Exercise: Exactly how many lines in the data below contain the string "Elok"? Give that number and nothing else.

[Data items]
........

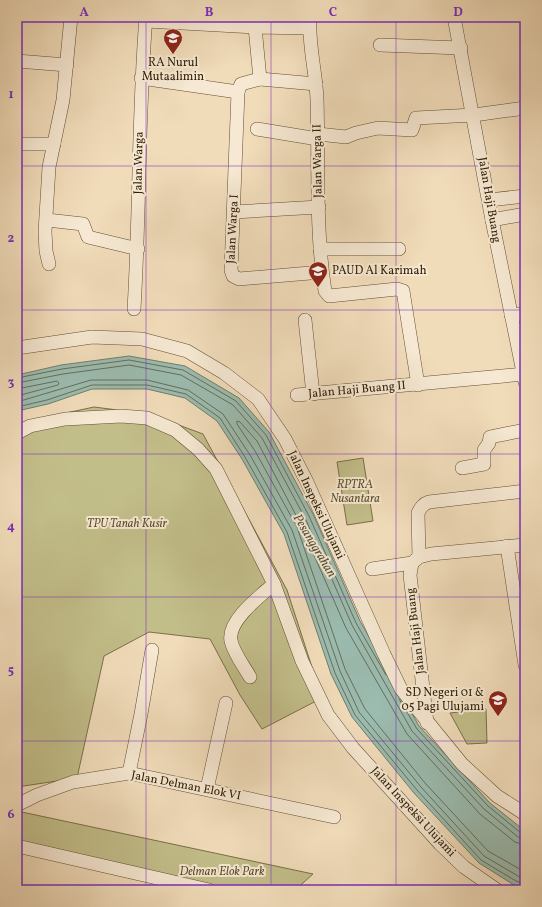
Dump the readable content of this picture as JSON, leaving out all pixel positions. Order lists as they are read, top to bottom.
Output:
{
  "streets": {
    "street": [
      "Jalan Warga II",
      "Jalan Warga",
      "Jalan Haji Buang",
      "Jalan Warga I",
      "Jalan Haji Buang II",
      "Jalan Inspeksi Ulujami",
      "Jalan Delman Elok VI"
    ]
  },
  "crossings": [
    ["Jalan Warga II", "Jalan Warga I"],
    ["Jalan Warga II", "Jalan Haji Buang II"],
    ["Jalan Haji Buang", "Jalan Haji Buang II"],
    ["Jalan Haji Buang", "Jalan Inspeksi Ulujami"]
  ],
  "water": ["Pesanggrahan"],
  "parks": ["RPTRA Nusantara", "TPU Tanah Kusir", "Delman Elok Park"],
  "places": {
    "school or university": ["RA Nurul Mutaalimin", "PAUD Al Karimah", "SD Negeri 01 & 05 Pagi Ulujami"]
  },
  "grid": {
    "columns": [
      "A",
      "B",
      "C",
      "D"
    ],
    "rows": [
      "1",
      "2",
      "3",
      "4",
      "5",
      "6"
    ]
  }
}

........

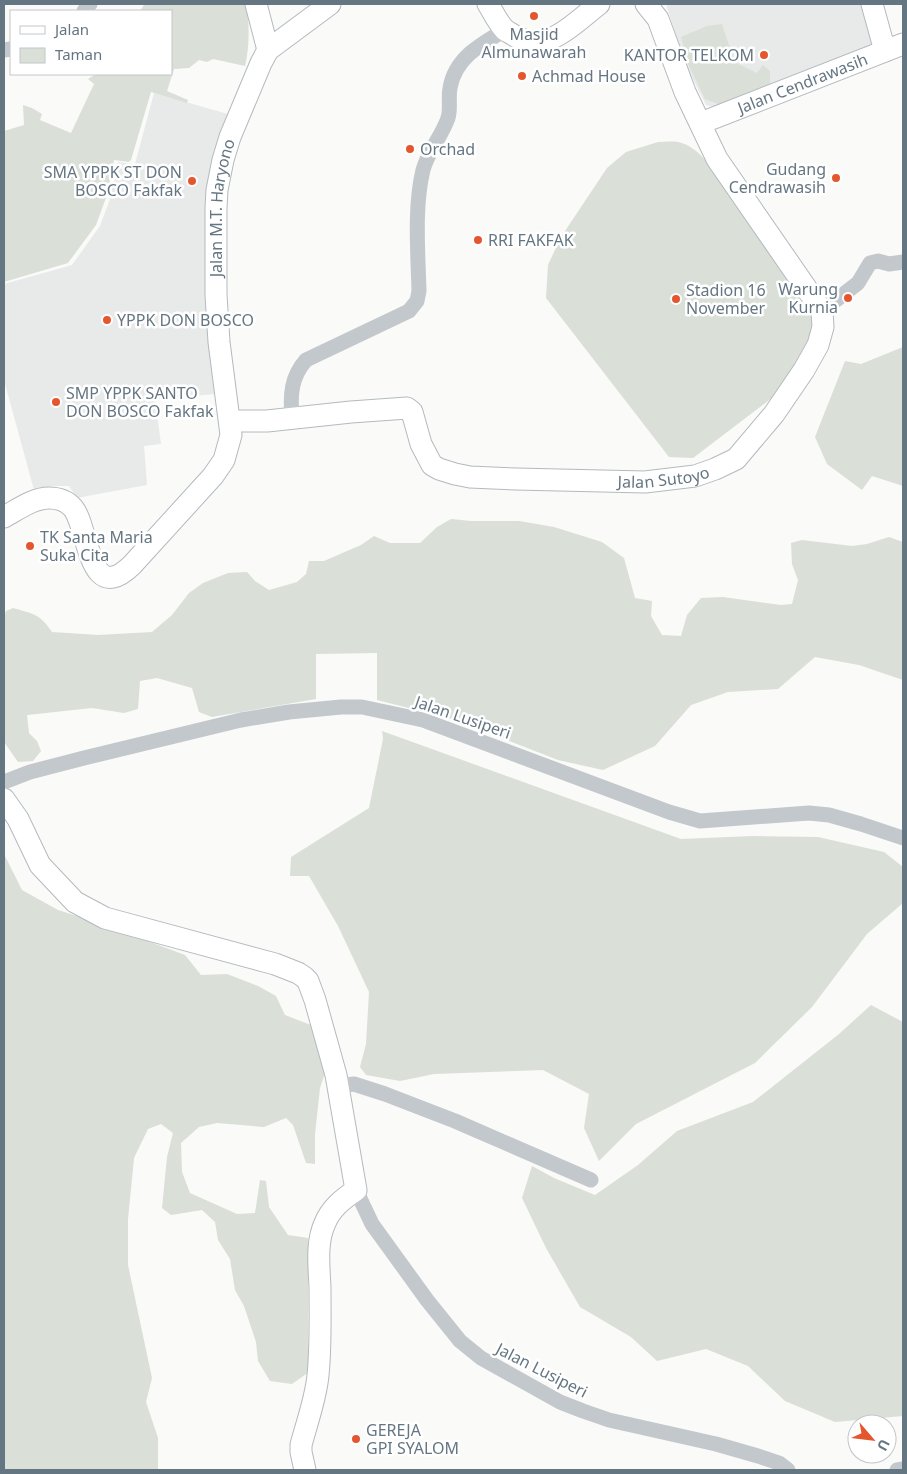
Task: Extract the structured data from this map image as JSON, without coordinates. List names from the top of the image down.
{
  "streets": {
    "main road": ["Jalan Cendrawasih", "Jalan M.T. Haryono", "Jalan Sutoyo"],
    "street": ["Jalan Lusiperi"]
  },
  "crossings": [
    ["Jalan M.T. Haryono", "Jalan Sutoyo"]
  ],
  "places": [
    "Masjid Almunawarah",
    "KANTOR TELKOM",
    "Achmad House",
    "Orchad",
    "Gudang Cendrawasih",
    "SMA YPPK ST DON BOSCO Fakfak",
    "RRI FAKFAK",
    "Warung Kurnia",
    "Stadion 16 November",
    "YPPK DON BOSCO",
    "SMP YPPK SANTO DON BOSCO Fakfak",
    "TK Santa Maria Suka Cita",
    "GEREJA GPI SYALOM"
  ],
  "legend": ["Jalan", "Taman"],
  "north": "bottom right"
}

........

Solution to the exercise: 2